その後は、甘い甘い口付けが待っていた。彼の舌先が、私の口中に入り込むと、塩辛い味が広がった。
ずっと、待ち望んだキス。私の秘部が1人でに、彼の物をキュンと締め付けた。龍之介は、ゆっくりと腰の動きを再開させる。
ぐち、ぐちっと、粘着質な水音が部屋に響く。
『ん…〜〜んんっ、』
「ッ、ん…」
上も下も、気持ち良すぎて溶けてしまいそう。生理的な涙が、再び私の瞳を濡らす。
龍之介は顔を持ち上げると、真剣な表情で。真剣な声色で、告げる。
「エリ…好きだ」
『!』
「好きだよ」
あぁ。なんだ。私…。私も、龍之介が好きだ。
こんなにも、ただ好きだ。
何を無意味な事で頭を悩ませていたのだろう。
紙一重だとか、彼を選んだ理由とか、そんなの大した問題じゃなかったのに。
だって私は、こんなにも彼を愛している。
照れ屋で、愛の言葉を多くは使わない龍之介。でもそんな彼が、私を想い一生懸命に紡いでくれる、好きという短かくも確かな愛の言の葉。

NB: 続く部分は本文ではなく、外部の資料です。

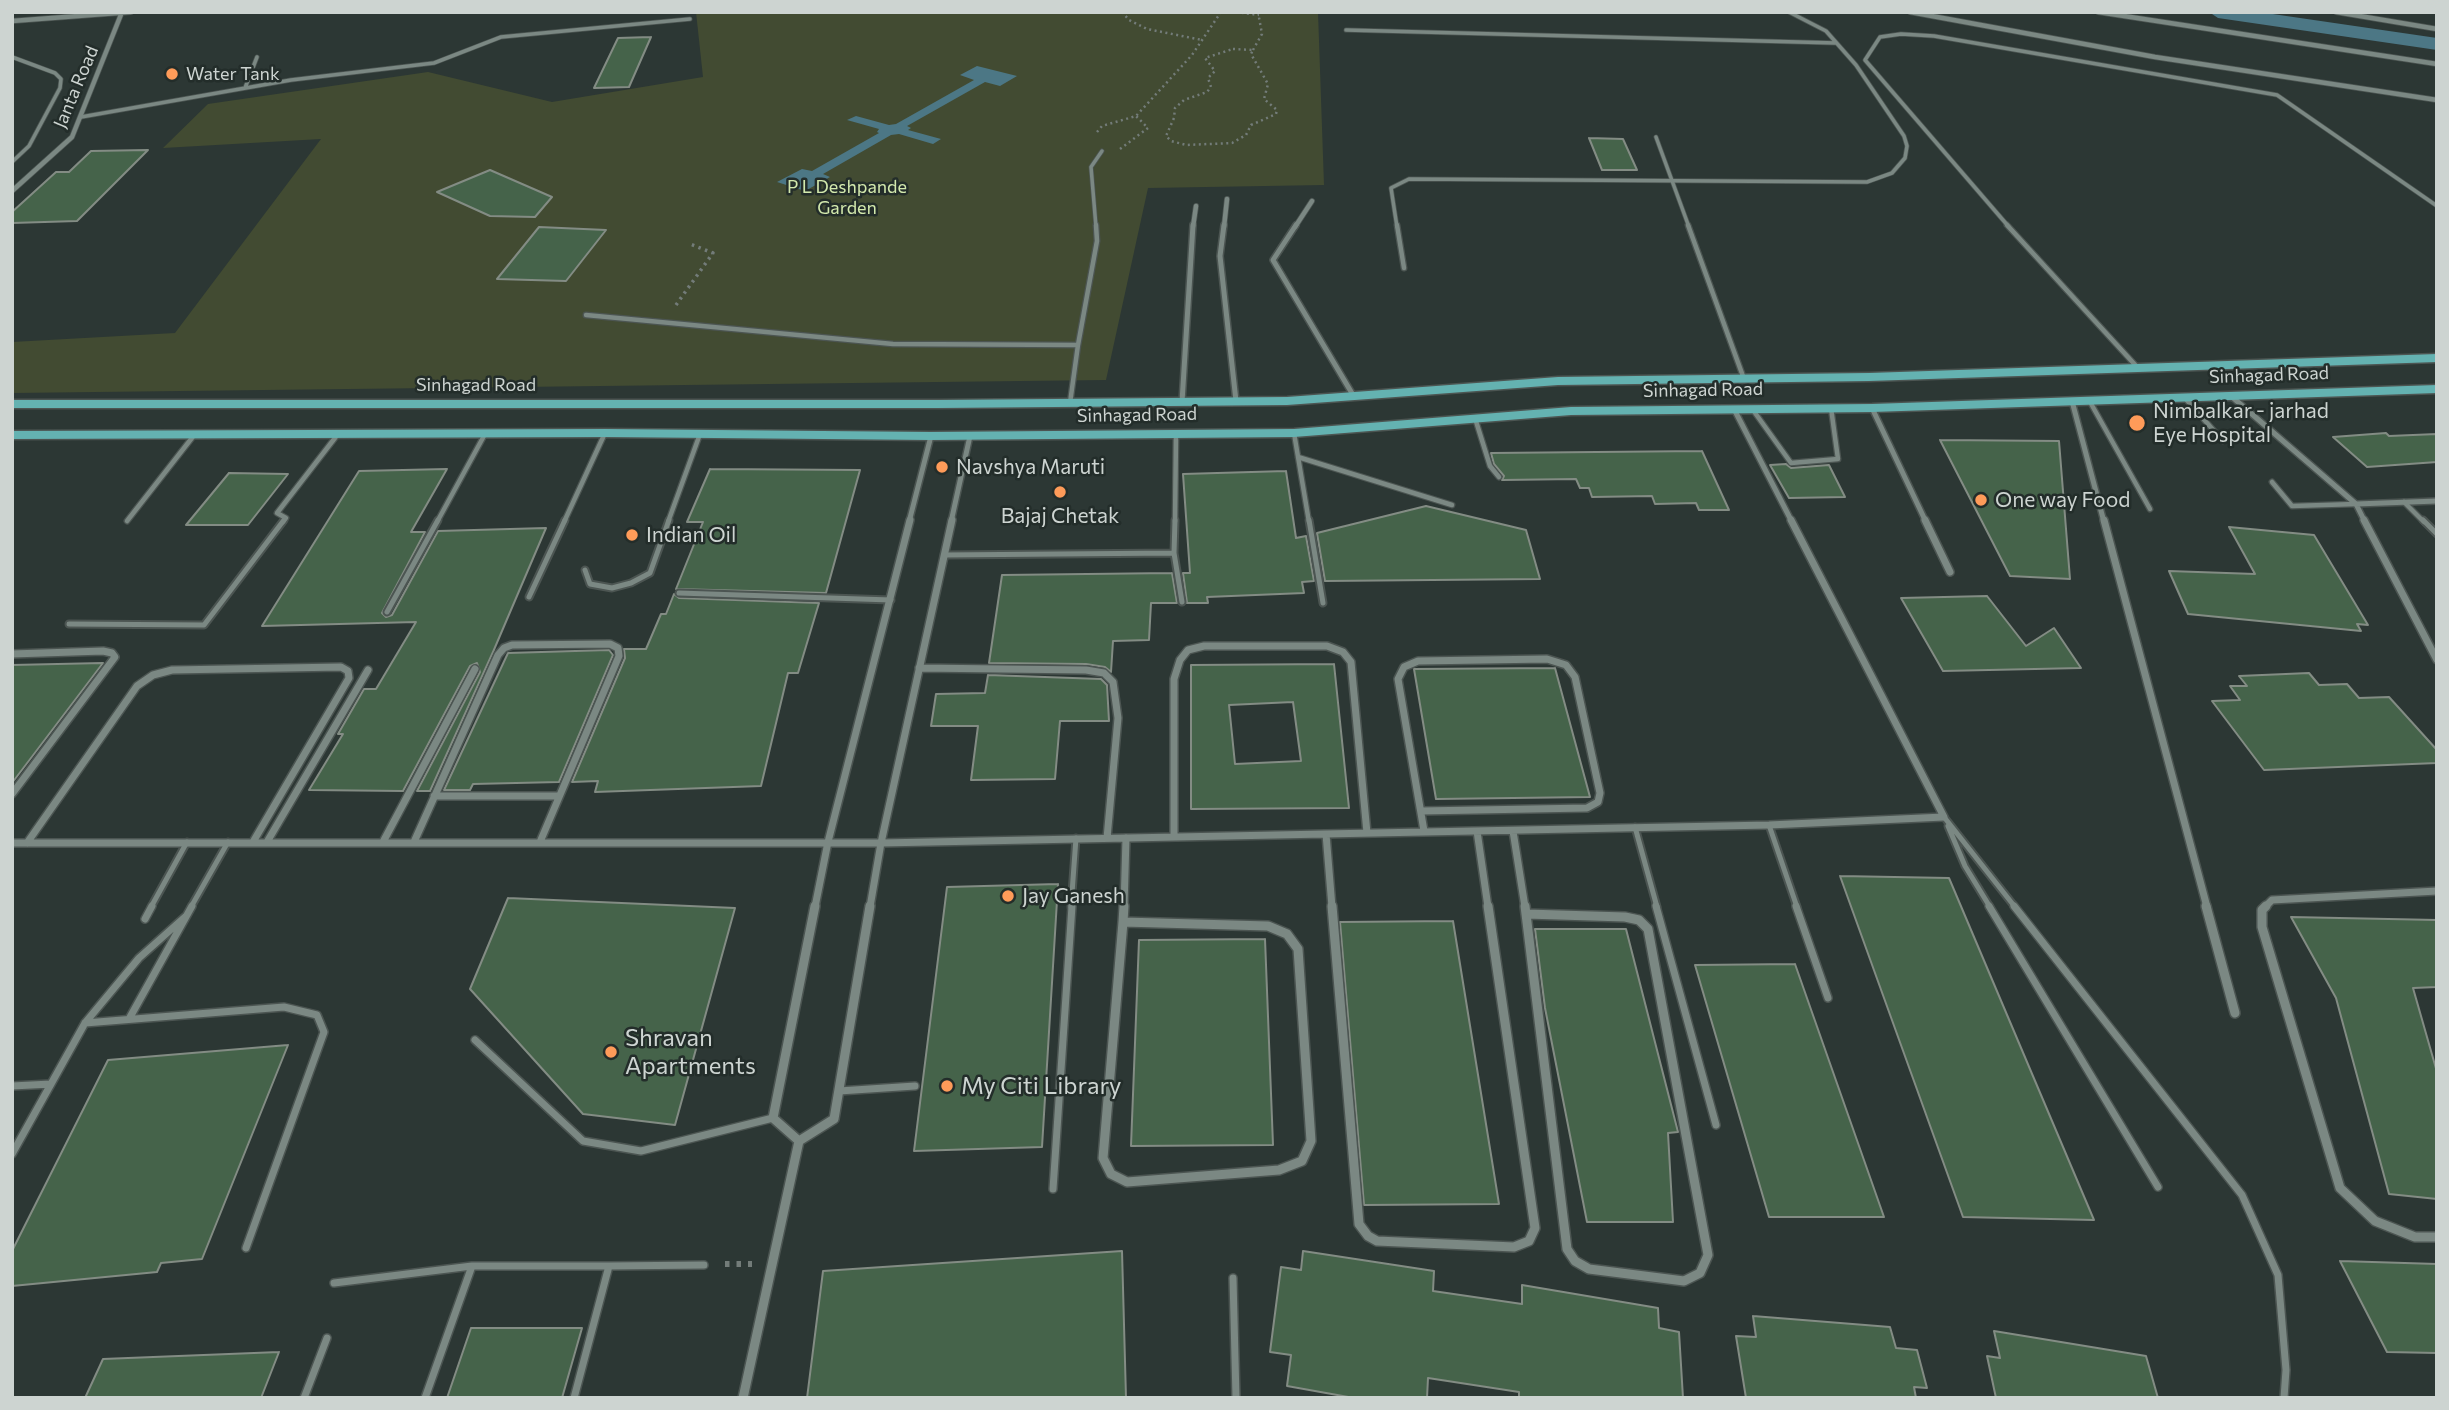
<!DOCTYPE html>
<html>
<head>
<meta charset="utf-8">
<style>
	body { margin:0 }
	#map { position:relative; width:2449px; height:1410px; overflow:hidden; background:#2c3734; font-family:Commissioner,sans-serif }
	canvas { display:block }
	.frame { position:absolute; inset:0; border:14px solid #cdd4d1; pointer-events:none }
</style>
</head>
<body>
<div id="map">
<canvas width="2449" height="1410"></canvas>
<div class="frame"></div>
</div>
<script>
const context = document.querySelector('canvas').getContext('2d');
context.lineJoin = 'round';
function paint(path, color) {
  context.fillStyle = color;
  context.fill(path, 'evenodd');
}
function toPath(rows) {
  const path = new Path2D();
  for (const r of rows) {
    path.moveTo(r[0], r[1]);
    for (let i = 2; i < r.length; i += 2) path.lineTo(r[i], r[i + 1]);
  }
  return path;
}
function stroke(path, color, width, dash) {
  context.strokeStyle = color;
  context.lineWidth = width;
  context.lineCap = dash ? 'butt' : 'round';
  context.setLineDash(dash || []);
  context.stroke(path);
}
function drawText(font, color, halo, rows, align = 'center') {
  context.font = font + ' Commissioner,sans-serif';
  context.lineWidth = 5;
  context.setLineDash([]);
  context.textBaseline = 'middle';
  context.strokeStyle = halo;
  context.fillStyle = color;
  for (const [text, x, y, turn = 0] of rows) {
    context.save();
    context.translate(x, y);
    context.rotate((+turn || 0) * Math.PI / 180);
    context.textAlign = isNaN(turn) ? turn : align;
    if (halo) context.strokeText(text, 0, 0);
    context.fillText(text, 0, 0);
    context.restore();
  }
}
const green = toPath([
	[696,12,1318,12,1324,185,1148,188,1106,380,12,393,12,342,175,333,321,139,163,148,208,104,428,72,552,102,703,77]
]);
const water = toPath([
	[977,66,1017,76,1000,86,985,82,907,126,911,128,908,130,941,139,933,144,899,134,891,135,823,174,830,177,805,191,777,182,802,169,812,171,879,133,877,132,879,129,847,120,856,116,889,125,896,124,974,80,960,75]
]);
const canal = toPath([
	[2209,12,2259,12,2437,38,2437,50,2218,18,2209,12]
]);
const building = toPath([
	[651,37,629,87,594,88,618,38,651,37],
	[1589,138,1623,139,1637,170,1602,170,1589,138],
	[148,150,77,221,12,223,12,212,56,172,69,172,91,151,148,150],
	[490,170,552,197,535,217,490,216,437,192,490,170],
	[539,227,606,230,566,281,497,279,539,227],
	[2386,433,2389,436,2437,434,2437,462,2367,467,2333,437,2386,433],
	[1940,440,2059,441,2070,579,2010,576,1940,440],
	[1702,451,1729,510,1699,510,1696,503,1655,504,1652,496,1592,497,1589,488,1580,488,1576,479,1502,480,1504,476,1494,464,1491,453,1702,451],
	[1786,464,1791,468,1829,465,1845,497,1789,498,1770,465,1786,464],
	[447,469,411,532,425,532,382,613,386,617,392,615,438,531,546,528,493,652,430,791,417,791,480,672,477,663,470,666,403,791,309,790,343,734,338,734,364,689,376,689,416,622,262,626,359,471,447,469],
	[710,469,860,470,826,593,676,589,703,522,687,522,710,469],
	[1286,471,1296,538,1306,536,1314,581,1302,582,1304,593,1207,597,1208,603,1187,603,1183,573,1190,573,1183,474,1286,471],
	[229,473,288,474,248,525,186,525,229,473],
	[1426,506,1526,530,1540,579,1325,581,1317,533,1426,506],
	[2229,527,2314,535,2368,625,2357,624,2361,631,2188,614,2169,571,2255,574,2229,527],
	[1172,573,1177,603,1151,603,1149,640,1113,641,1111,672,1105,667,1086,664,989,663,1002,575,1172,573],
	[674,594,679,598,819,603,798,673,788,673,761,786,595,792,598,781,572,782,625,658,624,649,646,649,661,614,666,614,674,594],
	[1987,596,2026,646,2054,628,2081,668,1943,671,1901,598,1987,596],
	[609,650,613,655,559,782,473,784,470,790,444,790,508,653,609,650],
	[103,663,12,783,12,665,103,663],
	[1334,664,1349,808,1191,809,1191,665,1334,664],
	[1293,702,1301,761,1235,764,1229,705,1293,702],
	[1555,668,1590,797,1436,799,1414,669,1555,668],
	[2309,673,2319,685,2347,684,2359,698,2389,697,2437,750,2437,763,2264,770,2212,701,2240,700,2230,686,2247,686,2239,676,2309,673],
	[988,675,1101,679,1107,685,1109,721,1060,721,1055,779,971,780,978,726,931,726,936,694,985,693,988,675],
	[1840,876,1949,878,2094,1220,1963,1217,1840,876],
	[1058,884,1042,1147,914,1151,947,887,1058,884],
	[508,898,735,908,675,1125,583,1114,470,989,508,898],
	[2291,917,2437,920,2437,987,2413,988,2437,1072,2437,1199,2389,1194,2336,998,2291,917],
	[1453,921,1499,1204,1364,1205,1340,922,1453,921],
	[1535,929,1626,929,1678,1132,1668,1133,1673,1222,1587,1222,1545,1008,1535,929],
	[1265,939,1273,1145,1131,1146,1139,940,1265,939],
	[1795,964,1884,1217,1769,1217,1695,965,1795,964],
	[288,1045,202,1259,161,1263,157,1272,12,1286,12,1251,108,1060,288,1045],
	[1122,1251,1126,1398,807,1398,823,1271,1122,1251],
	[1303,1251,1434,1271,1433,1291,1522,1304,1522,1285,1658,1308,1659,1328,1679,1332,1683,1398,1519,1398,1519,1392,1428,1378,1427,1398,1354,1398,1287,1386,1291,1355,1270,1352,1281,1267,1301,1270,1303,1251],
	[2340,1261,2437,1264,2437,1353,2387,1352,2340,1261],
	[1753,1316,1890,1327,1896,1348,1917,1350,1927,1388,1914,1387,1916,1398,1746,1398,1736,1336,1756,1337,1753,1316],
	[471,1328,582,1328,562,1398,447,1398,471,1328],
	[1994,1331,2146,1356,2158,1398,1996,1398,1987,1356,2000,1358,1994,1331],
	[279,1352,261,1398,85,1398,103,1359,279,1352]
]);
const pathFar2 = toPath([
	[1122,12,1129,20,1147,29,1202,40],
	[1236,12,1259,15],
	[1233,49,1253,50,1251,54,1268,84,1264,99,1277,110,1276,114,1251,125,1246,135,1232,143,1186,145,1171,141,1166,136,1174,118,1175,108,1184,100,1207,92,1211,87,1208,78,1215,71,1205,58,1233,49],
	[1253,50,1262,34,1258,12],
	[1097,132,1102,126,1136,116,1192,55,1221,12],
	[1120,149,1148,128,1136,116]
]);
const pathFar1 = toPath([
	[676,305,713,253,690,244]
]);
const path = toPath([
	[725,1264,752,1264]
]);
const serviceFar3 = toPath([
	[1346,30,1836,43],
	[12,57,55,73,61,79,60,88,29,146,12,162],
	[245,88,257,57],
	[81,117,291,80,434,63,501,37,690,19],
	[1656,137,1689,227],
	[1096,227,1091,167,1102,151],
	[1397,227,1391,188,1409,179,1867,182,1892,173,1905,158,1907,146,1904,136,1856,65,1826,31,1789,12],
	[2009,227,1865,60,1880,37,1901,34,1934,36,2277,95,2437,206]
]);
const serviceFar2 = toPath([
	[1397,225,1404,268],
	[1688,225,1744,379],
	[2007,225,2138,368],
	[586,315,893,344,1078,345,1070,403],
	[1078,345,1097,241,1096,225],
	[2184,397,2223,441],
	[2089,400,2150,509],
	[1753,410,1791,463,1838,459,1831,408],
	[1475,418,1490,466,1499,477],
	[1294,433,1309,522],
	[1298,457,1452,505],
	[2272,482,2292,506,2356,504],
	[2404,502,2424,522],
	[127,521,195,434],
	[283,522,286,518,277,513,338,434],
	[437,522,485,434],
	[564,522,605,433],
	[668,522,700,434],
	[1175,522,1176,434]
]);
const serviceFar1 = toPath([
	[1175,520,1174,553,1182,602],
	[1309,520,1323,603],
	[2423,520,2437,534],
	[944,555,1174,553],
	[585,570,590,584,612,588,631,583,650,573,669,520],
	[679,593,891,600],
	[529,597,565,520],
	[387,612,438,520],
	[69,624,204,625,284,520],
	[1944,817,2015,907],
	[1769,825,1797,907],
	[1948,826,1965,866,1990,907],
	[1635,827,1657,907],
	[151,907,187,842],
	[191,907,228,842],
	[1071,907,1076,838]
]);
const service = toPath([
	[1656,906,1716,1125],
	[1796,906,1828,998],
	[1989,906,2158,1187],
	[2014,906,2242,1195,2278,1275,2286,1370,2284,1398],
	[145,919,152,906],
	[129,1019,192,906],
	[85,1023,284,1007,317,1015,324,1032,246,1248],
	[475,1040,583,1141,641,1151,773,1118],
	[12,1086,51,1084],
	[839,1091,915,1086],
	[12,1154,85,1023,139,958,185,917],
	[1053,1189,1072,906],
	[609,1266,704,1265],
	[1233,1278,1236,1398],
	[334,1283,472,1266,609,1266,574,1398],
	[304,1398,327,1338],
	[425,1398,472,1266]
]);
const minorFar3 = toPath([
	[1910,12,2155,57,2437,100],
	[2098,12,2437,64],
	[2336,12,2437,29],
	[12,21,131,12],
	[12,191,72,137,122,12],
	[1193,227,1196,206],
	[1224,227,1227,199],
	[1295,227,1312,201]
]);
const minorFar2 = toPath([
	[1224,225,1220,256,1236,401],
	[1296,225,1273,260,1353,395],
	[2231,396,2356,504,2365,522],
	[2072,401,2104,522],
	[1182,402,1193,225],
	[1872,408,1926,522],
	[1734,409,1792,522],
	[2356,504,2437,501],
	[909,522,931,436],
	[951,522,970,436]
]);
const minorFar1 = toPath([
	[1925,520,1950,572],
	[2104,520,2207,907],
	[2364,520,2437,660],
	[12,654,103,651,112,653,115,657,12,794],
	[919,668,1086,670,1104,673,1113,682,1118,718,1107,838],
	[434,796,558,796],
	[1421,811,1587,808,1598,802,1600,793,1575,677,1566,665,1547,659,1418,661,1404,667,1398,679,1424,831],
	[1477,831,1488,907],
	[1513,831,1525,907],
	[1326,834,1332,907],
	[1174,837,1174,679,1180,660,1188,650,1204,646,1327,646,1343,652,1351,662,1367,833],
	[267,842,368,670],
	[383,842,475,669],
	[414,842,498,655,504,648,512,645,610,644,618,648,619,656,540,842],
	[12,843,881,843,1769,825,1944,817,1791,520],
	[27,843,137,686,153,675,172,670,341,667,348,671,349,678,253,842],
	[815,907,828,842,910,520],
	[870,907,881,843,952,520],
	[1124,907,1126,838],
	[2265,907,2272,900,2437,891]
]);
const minor = toPath([
	[1332,906,1359,1224,1368,1236,1377,1241,1514,1247,1529,1241,1535,1228,1488,906],
	[1525,906,1526,914],
	[2206,906,2235,1013],
	[2266,906,2262,910,2262,927,2340,1188,2375,1221,2415,1237,2437,1237],
	[1526,914,1625,917,1639,920,1648,929,1708,1255,1700,1273,1684,1281,1589,1269,1575,1261,1567,1249,1526,914],
	[1123,922,1268,926,1287,934,1298,949,1311,1141,1302,1161,1279,1170,1127,1182,1111,1174,1103,1158,1123,922],
	[1123,922,1124,906],
	[799,1141,773,1118,815,906],
	[743,1398,799,1141,834,1119,870,906]
]);
const primary = toPath([
	[2437,354,2437,362,1869,381,1558,385,1287,405,939,408,12,408,12,400,939,400,1287,397,1558,377,1869,373,2437,354],
	[2437,385,2437,393,1872,412,1571,415,1294,437,931,440,605,437,12,439,12,431,605,429,931,432,1294,429,1571,407,1872,404,2437,385]
]);
const markers = [
	[172,74,7,"#fe9b59"],
	[2137,423,9,"#fe9b59"],
	[942,467,7,"#fe9b59"],
	[1060,492,7,"#fe9b59"],
	[1981,500,7,"#fe9b59"],
	[632,535,7,"#fe9b59"],
	[1008,896,7,"#fe9b59"],
	[611,1052,7,"#fe9b59"],
	[947,1086,7,"#fe9b59"]
];
const farPoinames = [
	["Water Tank",186,74]
];
const farStreetnames = [
	["Janta Road",76,87,-67],
	["Sinhagad Road",2269,375,-2],
	["Sinhagad Road",476,385],
	["Sinhagad Road",1703,390,-1],
	["Sinhagad Road",1137,415,-1]
];
const farParknames = [
	["P L Deshpande",847,187],
	["Garden",847,208]
];
const poiNames = [
	["Nimbalkar - jarhad",2153,411],
	["Eye Hospital",2153,435],
	["Navshya Maruti",956,467],
	["One way Food",1995,500],
	["Bajaj Chetak",1060,516,"center"],
	["Indian Oil",646,535],
	["Jay Ganesh",1022,896]
];
const nearPoinames = [
	["Shravan",625,1038],
	["Apartments",625,1066],
	["My Citi Library",961,1086]
];
paint(green, '#424b32');
paint(water, '#4c7785');
paint(canal, '#4c7785');
paint(building, '#45634a');
stroke(building, '#838c84', 2);
stroke(serviceFar3, '#4c5552', 5);
stroke(serviceFar2, '#4c5552', 7);
stroke(serviceFar1, '#4c5552', 9);
stroke(service, '#4c5552', 10);
stroke(minorFar3, '#4c5552', 6);
stroke(minorFar2, '#4c5552', 8);
stroke(minorFar1, '#4c5552', 10);
stroke(minor, '#4c5552', 12);
stroke(primary, '#4c5552', 3);
stroke(pathFar2, '#737c79', 2.5, [2, 3.5]);
stroke(pathFar1, '#737c79', 3.5, [2.5, 4.5]);
stroke(path, '#737c79', 6, [4.5, 7]);
stroke(serviceFar3, '#7b8883', 3.5);
stroke(serviceFar2, '#7b8883', 4.5);
stroke(serviceFar1, '#7b8883', 5);
stroke(service, '#7b8883', 7);
stroke(minorFar3, '#7b8883', 4.5);
stroke(minorFar2, '#7b8883', 5);
stroke(minorFar1, '#7b8883', 7);
stroke(minor, '#7b8883', 9);
paint(primary, '#64b2b1');
for (const [x, y, r, color] of markers) {
  const dot = new Path2D();
  dot.arc(x, y, r, 0, 2 * Math.PI);
  context.fillStyle = color;
  context.fill(dot);
  stroke(dot, '#232d2a', 2.5);
}
drawText('18px', '#cdd4d1', '#232d2a', farPoinames, 'left');
drawText('18px', '#cdd4d1', '#232d2a', farStreetnames);
drawText('18px', '#d3e9ad', '#232d2a', farParknames);
drawText('21px', '#cdd4d1', '#232d2a', poiNames, 'left');
drawText('24px', '#cdd4d1', '#232d2a', nearPoinames, 'left');
</script>
</body>
</html>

そのたった2文字をもらうだけで、私の胸には、温かで幸せな気持ちが満ち満ちてゆく。
『…私も、好き。龍が、好き』
「エリ…。うん。ありがとう」
ぎゅっと、互いの体を抱き締める。心も、身体も満ち足りていく。
達した後も、私達は相手を離そうとしなかった。まだ足りない。もっと欲しいと、ひたすらに求め続けた。
そして時間も忘れ、何度も何度も愛し合うのだった。